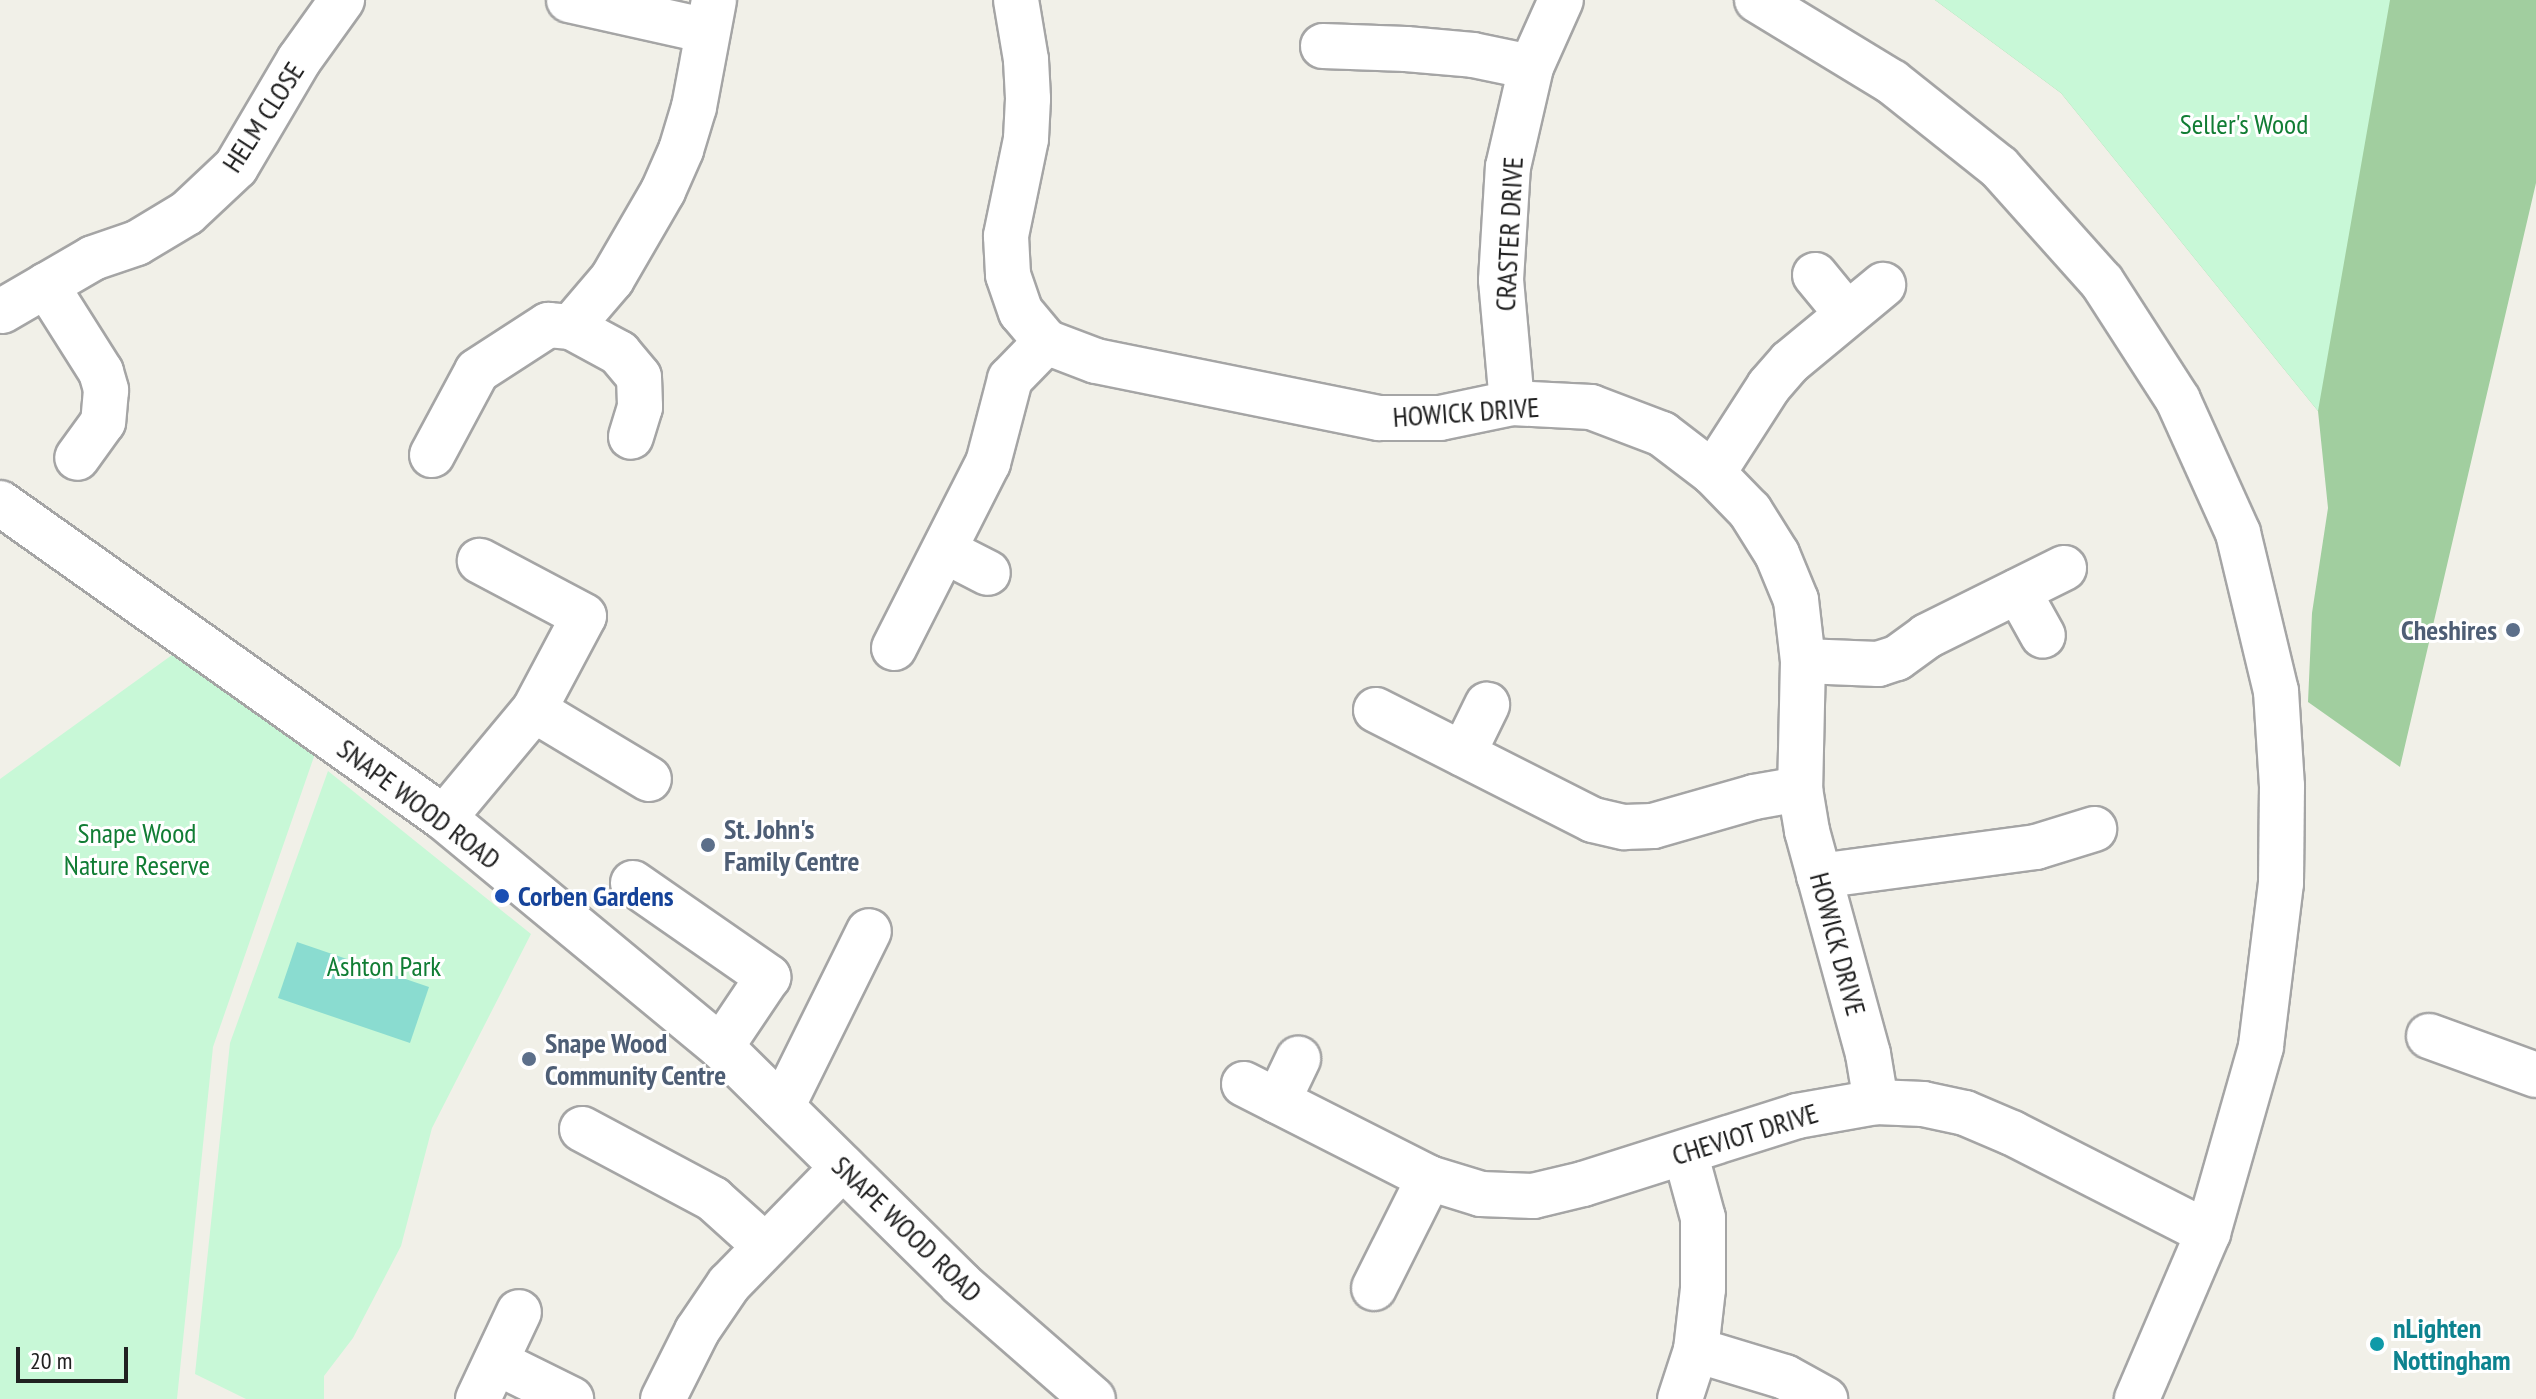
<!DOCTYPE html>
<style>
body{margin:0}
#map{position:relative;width:2536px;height:1399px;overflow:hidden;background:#f1f0e8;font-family:"PT Sans Narrow",sans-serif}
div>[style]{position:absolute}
.forest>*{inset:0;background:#a1ce9f}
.park>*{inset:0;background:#c8f8d7}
.pitch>*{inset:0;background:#8adcd0}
.roads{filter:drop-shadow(2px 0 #a5a5a5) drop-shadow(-2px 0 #a5a5a5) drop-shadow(0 2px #a5a5a5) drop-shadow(0 -2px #a5a5a5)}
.minor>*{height:44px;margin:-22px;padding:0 22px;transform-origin:22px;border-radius:22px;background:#fff}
.dots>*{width:22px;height:22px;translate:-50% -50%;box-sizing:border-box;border:4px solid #fff;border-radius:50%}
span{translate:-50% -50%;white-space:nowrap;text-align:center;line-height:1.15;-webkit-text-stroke:6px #fff;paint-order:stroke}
.street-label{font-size:28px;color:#212121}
.park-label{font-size:28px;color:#117d34}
.service-label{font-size:28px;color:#4e5e75;font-weight:700}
.right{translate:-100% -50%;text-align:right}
.left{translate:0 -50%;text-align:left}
.transit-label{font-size:28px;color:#164399;font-weight:700}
.culture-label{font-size:28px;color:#0d838f;font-weight:700}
.scale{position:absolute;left:16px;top:1347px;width:112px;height:36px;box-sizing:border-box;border:4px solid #212121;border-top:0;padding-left:10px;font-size:24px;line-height:28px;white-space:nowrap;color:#212121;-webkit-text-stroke:6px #fff;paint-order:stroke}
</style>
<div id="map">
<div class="forest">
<div style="clip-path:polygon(1935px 0,2536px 0,2536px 183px,2400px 767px,2308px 702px,2312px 613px,2328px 508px,2318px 411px,2061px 93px)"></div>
</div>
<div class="park">
<div style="clip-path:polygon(1935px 0,2390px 0,2318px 411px,2061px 93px)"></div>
<div style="clip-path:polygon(172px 655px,317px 748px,213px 1047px,177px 1399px,0 1399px,0 779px)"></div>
<div style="clip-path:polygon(328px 771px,531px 934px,432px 1128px,401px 1246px,353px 1338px,324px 1376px,324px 1399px,246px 1399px,195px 1374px,230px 1043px)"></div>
</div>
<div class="pitch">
<div style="clip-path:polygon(297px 942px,429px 987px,410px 1043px,278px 998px)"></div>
</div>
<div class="roads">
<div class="minor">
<div style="left:569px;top:0;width:142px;rotate:12.6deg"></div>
<div style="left:1016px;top:0;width:61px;rotate:80.5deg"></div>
<div style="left:1026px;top:60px;width:39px;rotate:87deg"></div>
<div style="left:1028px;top:99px;width:40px;rotate:92.9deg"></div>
<div style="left:1026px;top:139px;width:99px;rotate:101.7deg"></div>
<div style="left:1006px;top:236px;width:39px;rotate:87deg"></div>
<div style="left:1008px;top:275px;width:39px;rotate:71deg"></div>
<div style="left:1021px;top:312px;width:39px;rotate:50deg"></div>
<div style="left:1046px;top:342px;width:53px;rotate:20.8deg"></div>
<div style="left:1096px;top:361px;width:289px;rotate:11.4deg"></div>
<div style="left:1379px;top:418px;width:61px"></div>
<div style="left:1440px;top:418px;width:74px;rotate:-11.8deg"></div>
<div style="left:1512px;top:403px;width:79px;rotate:2.9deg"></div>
<div style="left:1591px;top:407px;width:76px;rotate:20.8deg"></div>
<div style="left:1662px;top:434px;width:64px;rotate:37.4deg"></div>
<div style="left:1713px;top:473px;width:53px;rotate:45.8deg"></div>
<div style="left:1750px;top:511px;width:51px;rotate:57.9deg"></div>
<div style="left:1777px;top:554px;width:50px;rotate:67.6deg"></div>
<div style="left:1796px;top:600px;width:61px;rotate:83.5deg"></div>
<div style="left:1803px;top:661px;width:128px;rotate:91.3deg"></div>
<div style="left:1800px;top:789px;width:43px;rotate:80.5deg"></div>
<div style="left:1807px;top:831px;width:231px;rotate:74.7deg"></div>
<div style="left:1868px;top:1054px;width:49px;rotate:80.5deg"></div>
<div style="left:1757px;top:0;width:158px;rotate:31.3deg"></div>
<div style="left:1892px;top:82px;width:137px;rotate:38.5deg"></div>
<div style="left:1999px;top:167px;width:154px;rotate:48.2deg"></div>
<div style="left:2102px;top:282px;width:140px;rotate:57.2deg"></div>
<div style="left:2178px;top:400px;width:146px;rotate:65.7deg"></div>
<div style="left:2238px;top:533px;width:163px;rotate:76.5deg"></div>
<div style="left:2276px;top:691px;width:95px;rotate:86.4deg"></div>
<div style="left:2282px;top:786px;width:97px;rotate:90.6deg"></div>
<div style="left:2281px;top:883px;width:165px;rotate:97deg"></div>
<div style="left:2261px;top:1047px;width:193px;rotate:105.9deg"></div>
<div style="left:2208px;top:1233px;width:181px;rotate:113.2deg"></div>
<div style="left:1323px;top:46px;width:83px;rotate:2.1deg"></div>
<div style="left:1406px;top:49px;width:67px;rotate:5.1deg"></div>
<div style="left:1473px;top:55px;width:59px;rotate:11.7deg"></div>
<div style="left:1815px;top:275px;width:50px;rotate:50.6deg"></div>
<div style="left:46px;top:285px;width:103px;rotate:57.7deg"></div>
<div style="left:101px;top:372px;width:19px;rotate:74deg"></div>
<div style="left:106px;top:390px;width:32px;rotate:95deg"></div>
<div style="left:103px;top:422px;width:44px;rotate:125.8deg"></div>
<div style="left:2px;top:311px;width:105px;rotate:-30.2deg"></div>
<div style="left:93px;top:258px;width:46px;rotate:-18.8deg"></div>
<div style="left:137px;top:243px;width:58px;rotate:-31deg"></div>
<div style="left:187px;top:213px;width:67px;rotate:-43.2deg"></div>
<div style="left:236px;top:167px;width:124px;rotate:-59.5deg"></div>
<div style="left:299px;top:60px;width:74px;rotate:-54.4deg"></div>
<div style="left:571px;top:327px;width:63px;rotate:-49.5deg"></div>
<div style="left:612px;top:279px;width:102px;rotate:-59.9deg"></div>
<div style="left:663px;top:191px;width:45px;rotate:-66.3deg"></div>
<div style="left:681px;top:150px;width:45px;rotate:-73.2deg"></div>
<div style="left:694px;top:107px;width:109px;rotate:-79.4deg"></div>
<div style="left:1512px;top:403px;width:123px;rotate:-95.1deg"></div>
<div style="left:1501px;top:280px;width:113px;rotate:-86.5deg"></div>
<div style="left:1508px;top:167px;width:103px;rotate:-77deg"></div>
<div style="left:1531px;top:67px;width:73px;rotate:-65.9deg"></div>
<div style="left:432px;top:455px;width:95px;rotate:-61.8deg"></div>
<div style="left:477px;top:371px;width:85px;rotate:-32.9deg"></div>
<div style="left:548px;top:325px;width:23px;rotate:5deg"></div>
<div style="left:571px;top:327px;width:55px;rotate:28.4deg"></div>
<div style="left:619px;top:353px;width:31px;rotate:50deg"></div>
<div style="left:639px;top:377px;width:30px;rotate:88deg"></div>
<div style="left:640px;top:407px;width:31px;rotate:107deg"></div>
<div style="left:1713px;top:473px;width:103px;rotate:-57.2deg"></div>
<div style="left:1769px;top:386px;width:32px;rotate:-49deg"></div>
<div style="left:1790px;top:362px;width:121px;rotate:-39.6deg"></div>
<div style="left:0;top:503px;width:544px;rotate:35.35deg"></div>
<div style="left:444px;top:818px;width:359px;rotate:39.6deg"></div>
<div style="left:721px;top:1047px;width:337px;rotate:44.6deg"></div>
<div style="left:961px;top:1284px;width:175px;rotate:41.1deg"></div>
<div style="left:945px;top:551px;width:48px;rotate:27.1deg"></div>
<div style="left:2018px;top:591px;width:51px;rotate:60.9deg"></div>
<div style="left:894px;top:648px;width:208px;rotate:-63.1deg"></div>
<div style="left:988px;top:463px;width:87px;rotate:-75.3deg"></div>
<div style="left:1010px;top:379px;width:52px;rotate:-45.8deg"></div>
<div style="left:1803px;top:661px;width:75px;rotate:2.3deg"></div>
<div style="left:1878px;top:664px;width:20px;rotate:-18deg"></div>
<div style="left:1897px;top:658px;width:37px;rotate:-36deg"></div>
<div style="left:1927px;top:636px;width:153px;rotate:-26.4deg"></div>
<div style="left:534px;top:710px;width:134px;rotate:31deg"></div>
<div style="left:1376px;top:710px;width:243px;rotate:26.9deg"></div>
<div style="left:1593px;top:820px;width:32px;rotate:13deg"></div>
<div style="left:1624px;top:827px;width:29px;rotate:-2deg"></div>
<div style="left:1653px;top:826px;width:105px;rotate:-16deg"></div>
<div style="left:1754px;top:797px;width:47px;rotate:-9.9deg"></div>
<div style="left:1463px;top:754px;width:55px;rotate:-63.9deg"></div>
<div style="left:444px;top:818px;width:141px;rotate:-50.2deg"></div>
<div style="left:534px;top:710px;width:106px;rotate:-62deg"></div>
<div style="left:584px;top:616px;width:118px;rotate:-152.1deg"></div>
<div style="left:1819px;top:876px;width:219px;rotate:-7.6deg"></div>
<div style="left:2036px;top:847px;width:61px;rotate:-17.2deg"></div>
<div style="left:633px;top:883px;width:165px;rotate:34.8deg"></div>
<div style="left:768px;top:977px;width:84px;rotate:123.9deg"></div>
<div style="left:2429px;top:1036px;width:114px;rotate:20deg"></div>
<div style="left:1244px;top:1084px;width:208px;rotate:26.9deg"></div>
<div style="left:1429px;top:1178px;width:54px;rotate:17.1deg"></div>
<div style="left:1481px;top:1194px;width:52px;rotate:2.2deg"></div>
<div style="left:1533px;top:1196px;width:51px;rotate:-13.5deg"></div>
<div style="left:1583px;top:1184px;width:225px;rotate:-17.6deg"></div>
<div style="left:1797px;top:1116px;width:80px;rotate:-10deg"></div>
<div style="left:1876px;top:1102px;width:47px;rotate:2.4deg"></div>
<div style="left:1923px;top:1104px;width:43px;rotate:12.1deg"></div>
<div style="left:1965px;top:1113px;width:51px;rotate:23.1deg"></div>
<div style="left:2012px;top:1133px;width:220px;rotate:27deg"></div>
<div style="left:1278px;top:1101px;width:47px;rotate:-64.5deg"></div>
<div style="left:782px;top:1107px;width:196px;rotate:-63.7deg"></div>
<div style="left:582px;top:1129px;width:149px;rotate:28.1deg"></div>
<div style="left:713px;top:1199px;width:69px;rotate:42deg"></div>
<div style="left:1374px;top:1288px;width:123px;rotate:-63.4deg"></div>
<div style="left:1696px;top:1350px;width:93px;rotate:16.9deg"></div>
<div style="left:1785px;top:1377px;width:46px;rotate:28.8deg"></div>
<div style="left:496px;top:1362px;width:84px;rotate:26.3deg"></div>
<div style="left:478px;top:1399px;width:96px;rotate:-64.8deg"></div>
<div style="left:663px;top:1399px;width:76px;rotate:-63.4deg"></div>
<div style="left:697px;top:1331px;width:57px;rotate:-55.8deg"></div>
<div style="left:729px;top:1284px;width:163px;rotate:-45.7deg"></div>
<div style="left:1680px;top:1399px;width:52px;rotate:-71.9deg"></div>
<div style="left:1696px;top:1350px;width:61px;rotate:-83.5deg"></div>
<div style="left:1703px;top:1289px;width:71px;rotate:-90deg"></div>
<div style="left:1703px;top:1218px;width:68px;rotate:-105.3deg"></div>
</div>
</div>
<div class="dots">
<div style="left:2513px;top:630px;background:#5c6f8a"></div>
<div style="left:708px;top:845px;background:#5c6f8a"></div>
<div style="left:502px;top:896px;background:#1a4fb4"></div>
<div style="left:529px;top:1059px;background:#5c6f8a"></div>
<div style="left:2377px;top:1344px;background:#0f9aa8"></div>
</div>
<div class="street-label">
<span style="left:263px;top:117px;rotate:-57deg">HELM CLOSE</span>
<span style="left:1509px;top:234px;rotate:-87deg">CRASTER DRIVE</span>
<span style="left:1466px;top:412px;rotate:-4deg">HOWICK DRIVE</span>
<span style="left:419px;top:804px;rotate:37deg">SNAPE WOOD ROAD</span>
<span style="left:1838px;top:944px;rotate:75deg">HOWICK DRIVE</span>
<span style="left:1745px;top:1134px;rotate:-17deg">CHEVIOT DRIVE</span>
<span style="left:907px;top:1229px;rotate:44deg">SNAPE WOOD ROAD</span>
</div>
<div class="park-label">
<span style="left:2244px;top:124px">Seller's Wood</span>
<span style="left:137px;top:849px">Snape Wood<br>Nature Reserve</span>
<span style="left:384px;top:966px">Ashton Park</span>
</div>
<div class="service-label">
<span class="right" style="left:2497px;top:630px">Cheshires</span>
<span class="left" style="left:724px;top:845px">St. John's<br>Family Centre</span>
<span class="left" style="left:545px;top:1059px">Snape Wood<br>Community Centre</span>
</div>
<div class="transit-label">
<span class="left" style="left:518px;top:896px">Corben Gardens</span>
</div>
<div class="culture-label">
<span class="left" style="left:2393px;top:1344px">nLighten<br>Nottingham</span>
</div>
<div class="scale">20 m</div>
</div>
* * * *
Only lines belong in the copy, not pictures: write out exactly the lines of the records from the first through the one holding "0 #a5a5a5) drop-shadow(-2px".

<!DOCTYPE html>
<style>
body{margin:0}
#map{position:relative;width:2536px;height:1399px;overflow:hidden;background:#f1f0e8;font-family:"PT Sans Narrow",sans-serif}
div>[style]{position:absolute}
.forest>*{inset:0;background:#a1ce9f}
.park>*{inset:0;background:#c8f8d7}
.pitch>*{inset:0;background:#8adcd0}
.roads{filter:drop-shadow(2px 0 #a5a5a5) drop-shadow(-2px 0 #a5a5a5) drop-shadow(0 2px #a5a5a5) drop-shadow(0 -2px #a5a5a5)}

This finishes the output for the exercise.